É igualmente triste em todas as hipóteses, pois se na primeira ficamos a mercê da religiosidade castradora de homens legalistas e seus dogmas criados com intuído exclusivo de controlar pessoas que deveriam ser livres em Cristo, a outra é fruto de pouco aprofundamento na fé, nos fundamentos de doutrinas Bíblicas e no próprio relacionamento com Deus, como disse Jesus “a casa foi construída sobre a areia e não sobre a rocha” (Mateus 7:24 a 27), e a terceira esconde um problema sério que é uma industria formada por cristãos e imitadores de cristãos – que segundo Frank Schaeffer não podem na maioria das vezes ser distintos uns dos outros - formando e doutrinando cristãos modernos.

O cristão que conhece a Verdade não deveria temer apreciar algo só porque não foi desenvolvido nos guetos evangélicos, como reflete Frank Schaeffer em seu livro “
Viciados em Mediocridade
“os cristãos deveriam ser os que menos se sentem ameaçados por novas idéias artísticas, pela experimentação, por correr riscos, de olhar e apreciar o que o outro lado tem a dizer.
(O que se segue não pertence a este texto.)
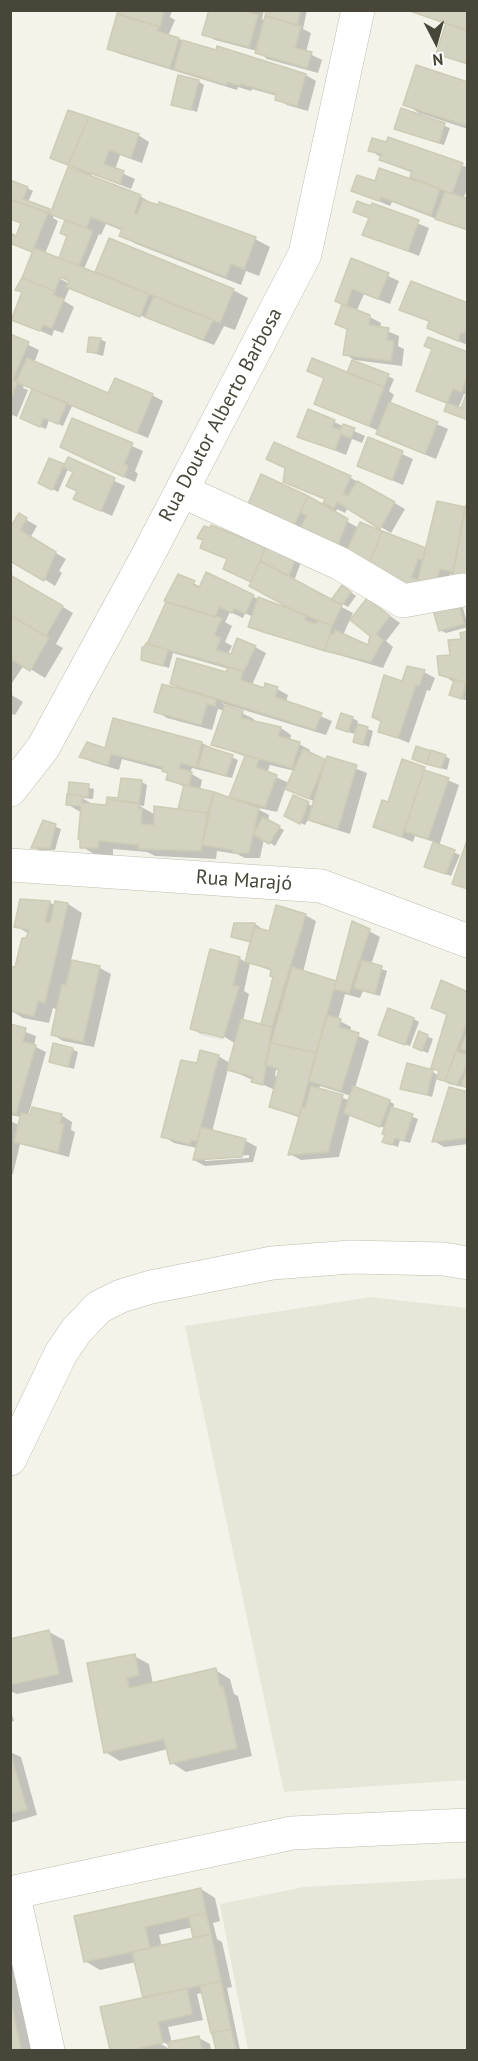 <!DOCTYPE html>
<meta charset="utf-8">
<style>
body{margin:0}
#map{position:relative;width:478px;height:2061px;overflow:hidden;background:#f3f3ea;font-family:"PT Sans",sans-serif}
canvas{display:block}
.frame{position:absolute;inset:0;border:12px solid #474639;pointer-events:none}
.north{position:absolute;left:406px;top:12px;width:60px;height:60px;-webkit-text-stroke:4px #fff;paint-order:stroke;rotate:174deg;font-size:16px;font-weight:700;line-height:24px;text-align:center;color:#474639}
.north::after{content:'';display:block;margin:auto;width:21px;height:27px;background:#474639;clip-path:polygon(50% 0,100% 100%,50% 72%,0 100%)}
</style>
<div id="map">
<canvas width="478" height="2061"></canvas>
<div class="frame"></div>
<div class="north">N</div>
</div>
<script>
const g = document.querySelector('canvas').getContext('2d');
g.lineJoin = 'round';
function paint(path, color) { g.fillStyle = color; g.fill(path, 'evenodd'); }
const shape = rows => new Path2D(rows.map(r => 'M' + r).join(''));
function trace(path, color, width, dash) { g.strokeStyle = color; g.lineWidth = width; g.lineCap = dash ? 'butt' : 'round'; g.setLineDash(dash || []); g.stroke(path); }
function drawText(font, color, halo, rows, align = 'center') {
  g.font = font + ' "PT Sans",sans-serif'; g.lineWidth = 4.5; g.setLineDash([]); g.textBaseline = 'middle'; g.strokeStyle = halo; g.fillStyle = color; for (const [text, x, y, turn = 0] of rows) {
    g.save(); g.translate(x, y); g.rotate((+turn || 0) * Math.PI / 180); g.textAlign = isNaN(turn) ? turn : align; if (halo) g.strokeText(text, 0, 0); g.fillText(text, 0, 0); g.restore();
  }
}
const residential = shape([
 [371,1297,467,1308,467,1780,284,1792,185,1326],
 [467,1878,467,2050,248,2050,220,1904,304,1887]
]);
const shadow = shape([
 [120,10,172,10,170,17,175,20,168,36,306,75,316,81,308,111,287,105,277,99,277,96,252,89,251,91,238,87,237,90,120,54,109,48],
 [210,10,264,10,262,19,265,21,267,11,264,10,307,10,303,29,311,33,306,52,322,60,318,73,267,59,257,51,215,40,204,34],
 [412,10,468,10,468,65,438,53,447,25],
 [198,81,204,85,197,112,173,104],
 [468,84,468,129,419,113,405,104],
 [402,110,450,128,444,145,401,131],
 [138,135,149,142,142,163,120,155,115,170,135,179,131,189,92,174,90,177,140,196,158,207,160,203,255,239,270,247,259,276,246,271,241,285,136,244,121,235,123,231,106,224,101,235,99,234,84,269,102,276,233,290,248,298,235,330,224,326,214,345,70,287,64,301,74,307,63,333,54,330,52,336,13,319,24,293,33,253,10,242,17,238,23,224,10,219,27,188,33,191,28,202,52,212,87,174,58,161],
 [54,214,66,221,69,236,60,260,45,254,58,221,53,218],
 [54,272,70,281,70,284,53,275],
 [370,150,468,167,468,187,463,199,468,200,468,231,392,202,390,206,353,190,376,183,428,185,412,176,413,173,392,165],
 [373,205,429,228,419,256,364,234,370,219,355,212,372,208],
 [352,260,399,281,390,304,364,294,357,310,381,323,380,328,399,336,398,346,404,349,402,366,354,360,345,354,349,330,337,324,344,305],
 [468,304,468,345,439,334,429,328,430,322,401,309],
 [10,336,39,350,34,363,109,395,152,395,163,401,148,438,72,406,63,426,49,420,46,429,27,421,22,418,34,389,24,385,23,388,28,390,17,417,10,414],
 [100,339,106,342,103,356,89,352],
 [433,349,468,354,468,420,451,413,448,404,418,390],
 [464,394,467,395,461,410,458,409],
 [353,361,394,379,389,391,394,395,390,404,448,429,436,459,389,440,378,434,379,431,316,404,325,379,309,371,348,375],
 [73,420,143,451,135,471,138,474,135,482,72,453],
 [334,422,365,436,362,443,352,439,346,455,299,436],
 [369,439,413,459,403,485,359,466],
 [275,444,351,478,405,509,391,533,348,507,345,513,337,509,335,515,359,528,427,550,438,503,466,509,454,575,450,574,445,595,261,510,261,476,323,505,326,500,285,481,286,468],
 [68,459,125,486,112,516,75,499,78,492,74,472,68,469,58,492,40,482,50,460,65,467],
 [20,516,37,526,30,538,66,559,59,571,62,573,55,586,10,557,10,526,13,527],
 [202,547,267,549,303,557,294,581,332,601,348,590,356,596,348,607,341,603,340,606,353,613,343,635,369,647,372,636,368,600,400,623,386,641,393,647,383,668,261,632,250,626,253,617,245,613,243,618,230,612,225,622,232,626,225,642,232,646,228,654,255,647,266,653,252,685,265,690,277,689,288,695,286,702,332,721,326,735,221,703,254,719,253,722,281,728,291,735,290,741,299,744,310,750,309,754,327,762,328,758,367,773,350,834,321,825,309,818,305,825,291,819,294,797,314,807,315,802,286,787,277,812,254,807,269,815,268,821,284,830,275,846,264,839,260,858,245,858,237,854,217,851,216,859,155,856,147,852,113,849,113,856,96,855,82,847,82,813,67,804,71,783,94,789,93,799,82,798,96,806,108,807,125,803,142,782,147,785,144,806,138,805,154,814,185,811,180,808,185,787,167,779,169,773,163,770,122,759,119,770,92,762,81,756,106,750,114,720,202,743,238,760,232,778,192,768,190,773,202,780,200,790,230,799,246,757,213,744,225,711,218,709,212,730,167,718,156,711,183,691,171,684,227,673,229,669,173,653,169,668,142,659,143,648,148,646,179,576,201,587,207,574,258,599,296,613,297,610,252,582,229,560],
 [270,765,295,771,289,783,267,773],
 [10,576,73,613,56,644,63,648,45,678,24,665,10,686],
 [462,604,468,627,446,633,440,630,434,607],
 [468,633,468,701,451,695,455,683,441,674],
 [424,672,435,678,430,691,427,690,409,743,380,731,382,722,373,717,403,683],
 [10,694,23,702,15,715,10,713],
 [352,718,358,721,357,725,373,731,369,747,355,741,358,729,356,728,354,734,343,730],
 [445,756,450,759,447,770,419,761],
 [403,761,459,785,439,846,460,855,451,876,426,867,434,842,415,836,413,842,375,826,389,804],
 [44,822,61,829,55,850,38,850,33,847],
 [49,902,56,906,56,903,68,904,82,913,71,961,100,968,111,974,94,1047,63,1041,52,1034,58,1010,53,1008,49,1023,23,1018,10,1010,16,969,29,934,16,926],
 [305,915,316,921,303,972,337,983,369,931,380,937,371,965,387,971,380,996,363,991,360,998,345,994,338,1020,351,1027,350,1032,369,1041,355,1088,389,1101,394,1104,393,1109,418,1119,410,1143,400,1140,398,1147,390,1144,384,1141,385,1128,350,1115,339,1157,301,1160,290,1154,300,1118,271,1106,275,1090,228,1069,212,1132,246,1141,257,1147,253,1162,205,1166,194,1160,197,1148,174,1143,163,1136,198,1065,218,1056,230,1063,236,1044,218,1033,202,1031,202,1034,225,1041,203,1035,192,1029,239,958,247,963,252,943,232,936,255,924,260,927,259,930,270,933],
 [250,963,272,971,275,977,262,1025,243,1021,249,994,244,991],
 [276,1070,280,1071,278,1078,275,1076],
 [320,1086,351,1096,349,1100,318,1090],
 [249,1155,249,1158,205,1161,205,1158],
 [468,994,468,1088,449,1084,437,1077,432,1097,402,1088,433,1072,439,1076,448,1016,433,1008],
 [414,1019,419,1022,410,1046,385,1038],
 [10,1026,36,1036,34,1046,46,1052,28,1116,61,1115,72,1122,71,1130,75,1132,69,1157,20,1144,13,1174,10,1173,10,1121,19,1125,21,1117,10,1115],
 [420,1033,433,1039,428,1053,420,1050],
 [72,1049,78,1052,74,1069,51,1062],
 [468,1094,468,1144,444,1147,434,1141],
 [49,1632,64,1640,73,1682,17,1694,10,1691,10,1640],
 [134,1656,149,1664,153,1684,215,1670,230,1679,234,1694,238,1696,252,1756,186,1772,172,1763,168,1749,120,1761,105,1752,89,1665],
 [10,1708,14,1721,10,1722],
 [10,1752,21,1757,37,1815,10,1823],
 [201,1889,215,1898,220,1921,213,1923,217,1939,222,1942,232,1987,227,1988,240,2050,217,2050,203,1993,197,1994,203,2020,168,2027,172,2043,199,2038,210,2044,211,2050,110,2050,102,2008,145,2000,136,1962,100,1970,85,1961],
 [193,1927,195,1939,162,1947,159,1935],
 [157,2038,170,2046,170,2049,155,2041],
 [10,1954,34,2050,10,2050]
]);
const building = shape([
 [118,10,159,10,164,12,160,27,117,14,118,10],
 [209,10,241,10,258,15,249,47,202,35,209,10],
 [266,10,301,10,297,25,265,16,266,10],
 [468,10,468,31,410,11,410,10,468,10],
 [117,14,159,26,157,31,179,38,170,68,107,49,117,14],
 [265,16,301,26,295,48,312,52,307,68,255,53,265,16],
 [446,23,468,31,468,64,436,54,446,23],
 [182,40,216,50,217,46,306,74,297,106,275,100,276,94,241,84,240,86,227,82,226,85,174,69,182,40],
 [416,65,468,82,468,126,403,105,416,65],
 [178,75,199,80,191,110,171,105,178,75],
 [401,108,445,123,439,143,394,129,401,108],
 [68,110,89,117,68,165,50,158,68,110],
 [89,117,139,134,131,158,109,150,104,164,124,171,120,184,68,165,89,117],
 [388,137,463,163,452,194,410,177,412,171,379,160,382,154,368,151,372,138,386,142,388,137],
 [68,167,141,195,134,213,137,214,143,200,158,205,159,202,256,237,244,269,231,264,226,277,119,236,122,229,91,217,86,228,50,214,68,167],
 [379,168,440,189,431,215,381,197,379,201,351,191,357,175,375,181,379,168],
 [10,180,28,187,23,199,50,209,48,213,10,199,10,180],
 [445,191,468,199,468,230,435,219,445,191],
 [10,199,48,213,32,252,10,243,12,234,16,236,21,223,10,219,10,199],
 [357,201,371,206,372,203,419,220,408,251,362,235,369,218,353,212,357,201],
 [65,220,93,231,79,266,59,258,67,236,60,233,65,220],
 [109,238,234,289,220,323,95,272,109,238],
 [34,248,149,294,140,317,66,287,69,281,60,277,55,291,22,278,34,248],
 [351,258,389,273,378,299,352,289,346,306,335,301,351,258],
 [22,278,55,291,53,295,64,299,52,328,43,325,40,331,11,320,22,292,15,290,22,278],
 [411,281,468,303,468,325,464,333,461,332,458,341,427,328,429,321,399,310,411,281],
 [154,296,213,320,203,340,145,317,154,296],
 [342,304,370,315,369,325,389,328,387,340,394,341,391,361,343,355,347,329,335,324,342,304],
 [10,334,29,342,13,380,10,379,10,334],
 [89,337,101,338,97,353,87,352,89,337],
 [428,337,468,352,468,376,461,392,453,389,447,403,416,391,432,349,424,346,428,337],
 [27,358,108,393,115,378,153,394,137,433,16,382,27,358],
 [312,358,384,387,369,426,314,404,324,378,307,371,312,358],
 [352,360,389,374,384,387,347,373,352,360],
 [10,379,18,382,10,400,10,379],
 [32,389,67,403,58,424,44,418,40,427,20,418,32,389],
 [468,390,468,420,444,411,447,403,461,408,468,390],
 [389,402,438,422,425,454,376,434,389,402],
 [308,409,335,420,332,427,340,430,343,424,355,428,351,438,341,434,335,450,297,437,308,409],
 [72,418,133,443,124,464,128,466,124,477,60,447,72,418],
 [368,437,403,451,392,480,357,466,368,437],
 [274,442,351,476,343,494,348,496,357,481,395,502,380,529,337,502,334,508,323,503,325,499,283,482,285,468,266,459,274,442],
 [68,457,115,478,101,511,73,499,77,491,66,486,73,472,63,467,68,457],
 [49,458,64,464,52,490,38,483,49,458],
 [261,474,308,496,294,525,248,504,261,474],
 [308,496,348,519,335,552,296,537,307,515,300,513,308,496],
 [437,501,465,507,453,572,440,569,434,590,415,592,437,501],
 [466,505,468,505,468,584,451,584,466,505],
 [19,513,27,518,20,530,56,552,44,581,10,561,10,528,19,513],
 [360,522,382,531,366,573,342,561,360,522],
 [211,525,266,547,251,582,223,569,227,559,200,548,203,540,197,538,204,526,210,528,211,525],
 [382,531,426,548,423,560,418,559,411,578,418,580,415,592,366,573,382,531],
 [268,541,298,553,289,576,260,561,268,541],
 [260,561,342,605,332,626,295,611,249,586,260,561],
 [206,572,254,595,245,614,234,608,232,613,219,607,215,617,164,601,178,574,195,581,193,585,199,588,206,572],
 [10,575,63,606,46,636,10,615,10,575],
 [342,585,351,592,342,605,331,600,342,585],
 [258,597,306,615,305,620,316,624,317,620,332,626,325,651,248,627,258,597],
 [367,598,390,616,376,634,383,640,371,662,325,651,330,634,334,634,335,630,368,645,370,636,350,620,367,598],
 [457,599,464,624,439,631,432,606,457,599],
 [166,602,222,618,214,635,221,638,216,650,231,654,237,638,256,646,244,671,147,644,166,602],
 [10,615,49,638,30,671,10,658,10,615],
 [468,631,468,683,439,675,437,656,450,655,448,640,461,639,460,633,468,631],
 [146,643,168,650,163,666,141,660,142,647,144,647,146,643],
 [177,658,226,672,228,667,243,671,241,680,264,688,265,683,278,687,275,697,322,713,315,730,170,684,177,658],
 [407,666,425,670,419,686,416,685,398,738,378,732,381,721,372,717,384,675,402,681,407,666],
 [454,680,466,682,462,699,449,695,454,680],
 [162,684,216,699,215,706,207,704,201,725,154,712,162,684],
 [225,705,243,711,241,718,281,727,278,736,300,742,292,768,211,745,225,705],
 [341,713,353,717,348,732,336,728,341,713],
 [113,718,202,742,196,767,181,763,179,768,192,772,189,786,166,780,168,773,162,771,163,767,111,754,108,765,79,757,87,742,105,748,113,718],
 [358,724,368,727,363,745,353,742,358,724],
 [204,746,233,755,226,776,198,767,204,746],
 [416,746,431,751,426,764,412,759,416,746],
 [303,749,326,760,309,799,285,789,303,749],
 [431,750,446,755,441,768,426,764,431,750],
 [245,756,259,759,256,767,277,775,265,807,229,797,245,756],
 [327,756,357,765,338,829,308,820,327,756],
 [402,759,425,767,402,837,373,827,382,800,388,802,402,759],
 [424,770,449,778,428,839,404,831,424,770],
 [121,778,142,780,139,804,107,799,107,797,118,798,121,778],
 [69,782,89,784,88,797,68,794,69,782],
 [184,785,214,792,208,813,178,809,184,785],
 [214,792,259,808,249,853,233,853,233,850,202,845,214,792],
 [67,794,82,796,82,803,106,805,107,799,139,803,138,808,142,809,141,824,154,825,154,806,208,813,201,851,138,849,139,845,99,841,98,848,80,848,80,839,78,839,81,806,66,805,67,794],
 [293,795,309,802,300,824,284,816,293,795],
 [263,817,280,826,269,844,253,834,263,817],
 [43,820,56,824,50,848,31,848,43,820],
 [468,837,468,889,452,884,468,837],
 [433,842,455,850,446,874,424,867,433,842],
 [20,899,50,901,45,922,50,923,55,901,68,903,45,1003,38,1001,34,1016,10,1011,10,966,15,967,22,938,26,938,29,930,14,927,20,899],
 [276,905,306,914,272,1027,261,1024,273,977,270,976,271,969,245,962,254,927,269,931,276,905],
 [352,921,370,929,349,993,334,989,352,921],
 [234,923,255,923,251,942,231,937,234,923],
 [210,949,240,957,233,985,239,987,223,1038,190,1029,210,949],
 [72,960,100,966,83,1042,51,1035,62,984,66,985,72,960],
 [362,960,382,966,375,994,354,988,362,960],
 [292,967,336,981,316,1053,271,1043,292,967],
 [441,980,468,992,468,1019,445,1081,437,1079,439,1071,431,1068,447,1014,431,1008,441,980],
 [388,1008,414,1018,405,1045,378,1035,388,1008],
 [327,1015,341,1019,339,1027,359,1033,341,1091,309,1081,327,1015],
 [241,1019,272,1027,263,1085,251,1082,253,1077,227,1070,241,1019],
 [10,1024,26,1028,23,1042,36,1045,16,1114,10,1112,10,1024],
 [468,1030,468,1051,460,1049,468,1030],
 [419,1031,428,1035,422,1051,413,1047,419,1031],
 [53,1043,73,1048,68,1067,49,1062,53,1043],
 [271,1043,316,1053,299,1116,269,1107,279,1069,265,1065,271,1043],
 [200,1050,219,1055,197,1141,191,1140,190,1144,161,1137,181,1060,197,1063,200,1050],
 [456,1051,468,1055,468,1062,457,1085,445,1081,456,1051],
 [407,1063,433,1070,427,1095,400,1089,407,1063],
 [468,1067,468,1088,461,1085,468,1067],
 [311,1086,343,1095,328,1152,288,1155,302,1107,305,1108,311,1086],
 [353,1086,390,1100,380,1127,344,1113,353,1086],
 [449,1087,468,1092,466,1138,432,1142,449,1087],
 [32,1107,62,1114,60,1123,64,1124,58,1152,14,1142,21,1113,30,1115,32,1107],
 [391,1107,413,1114,404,1141,395,1138,392,1145,382,1142,385,1135,382,1134,391,1107],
 [201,1127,246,1139,242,1157,193,1160,201,1127],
 [49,1630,59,1674,10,1685,10,1639,49,1630],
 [135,1654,139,1675,127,1678,129,1688,216,1668,220,1687,223,1686,237,1748,170,1764,164,1739,104,1753,87,1663,135,1654],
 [10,1752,27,1809,10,1814,10,1752],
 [201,1888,206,1913,145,1927,150,1948,84,1962,74,1916,201,1888],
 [206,1913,211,1934,193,1938,189,1917,206,1913],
 [211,1934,221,1981,143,1998,132,1952,211,1934],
 [221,1981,231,2029,211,2033,200,1986,221,1981],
 [187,1988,192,2014,158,2022,163,2043,131,2050,110,2050,100,2007,187,1988],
 [10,1999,21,2048,11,2050,10,2050,10,1999],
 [231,2029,236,2050,216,2050,212,2033,231,2029],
 [199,2036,202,2050,169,2050,168,2042,199,2036]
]);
const minor = shape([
 [182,491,339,563,403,601,463,590],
 [10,790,43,748,147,557,305,254,358,10],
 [10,865,321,886,468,941],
 [10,1459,61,1353,76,1331,99,1307,121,1296,151,1287,272,1263,351,1257,443,1259,468,1263],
 [13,1892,48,2050],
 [10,1893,292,1833,468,1825]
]);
const streetNames = [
 ["Rua Doutor Alberto Barbosa",221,415,-62],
 ["Rua Marajó",244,881,4]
];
paint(residential, '#e7e7d9');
paint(shadow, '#0003');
paint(building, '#d4d2c1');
trace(building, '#ceccb5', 1.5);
trace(minor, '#bebdae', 34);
trace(minor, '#fff', 33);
drawText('20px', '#474639', '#fff', streetNames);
</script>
Se os nossos pés estão solidamente enraizados na verdade, podemos observar o mundo com confiança, prazer e realização.”

Na verdade o cristão deve ter cuidado com o que é produzido nos guetos evangélicos, que muitas vezes vem carregados de heresias disfarçadas e facilmente confundidas com espiritualidade, por abaixar a guarda - já que se trata de material confeccionado por nossos “irmãos” - ficamos expostos a muita coisa que vai contra o ensino das Escrituras, e poucos tem sido como os bereanos, que como nos tempos do apostolo Paulo iam verificar “se as coisas eram mesmo assim”(Atos 17:11).

A falta de esforço e dedicação também podem vir disfarçados de espiritualidade quando cristãos querem lançar sobre a oração a responsabilidade de seu desenvolvimento artístico.

Para alguns a oração deixou de ser um relacionamento com Deus e passou a ser um amuleto ou uma abstração da realidade.

Para muitos cristãos dizer “estou orando” significa dizer “não quero fazer a parte que me cabe nisto” emendando logo algum jargão do tipo “tudo posso naquele que me fortalece” e segue trabalhando obras medíocres que só são aceitas mediante o marketing da industria gospel, caso tenha esse fator ao seu lado.

Orar em todo tempo significa ter relacionamento com Deus e esse relacionamento logo ensina que Ele se agrada do trabalho e da dedicação como podemos ver no principio da criação:

“E tomou o SENHOR Deus o homem, e o pôs no jardim do Éden para o lavrar e o guardar.”( Genesis 2:15) “Havendo, pois, o SENHOR Deus formado da terra todo o animal do campo, e toda a ave dos céus, os trouxe a Adão, para este ver como lhes chamaria; e tudo o que Adão chamou a toda a alma vivente, isso foi o seu nome.”(Genesis 2:19)

A preguiça e a falta de interesse genuínos pelas artes trabalham contra o artista cristão, não há desenvolvimento sem suor, como disse Picasso “arte é 20% inspiração e 80% transpiração”, se queremos ter relevância nos meios da cultura e das artes vamos precisar fazer mais do que usar jargões desgastados e fingir espiritualidade.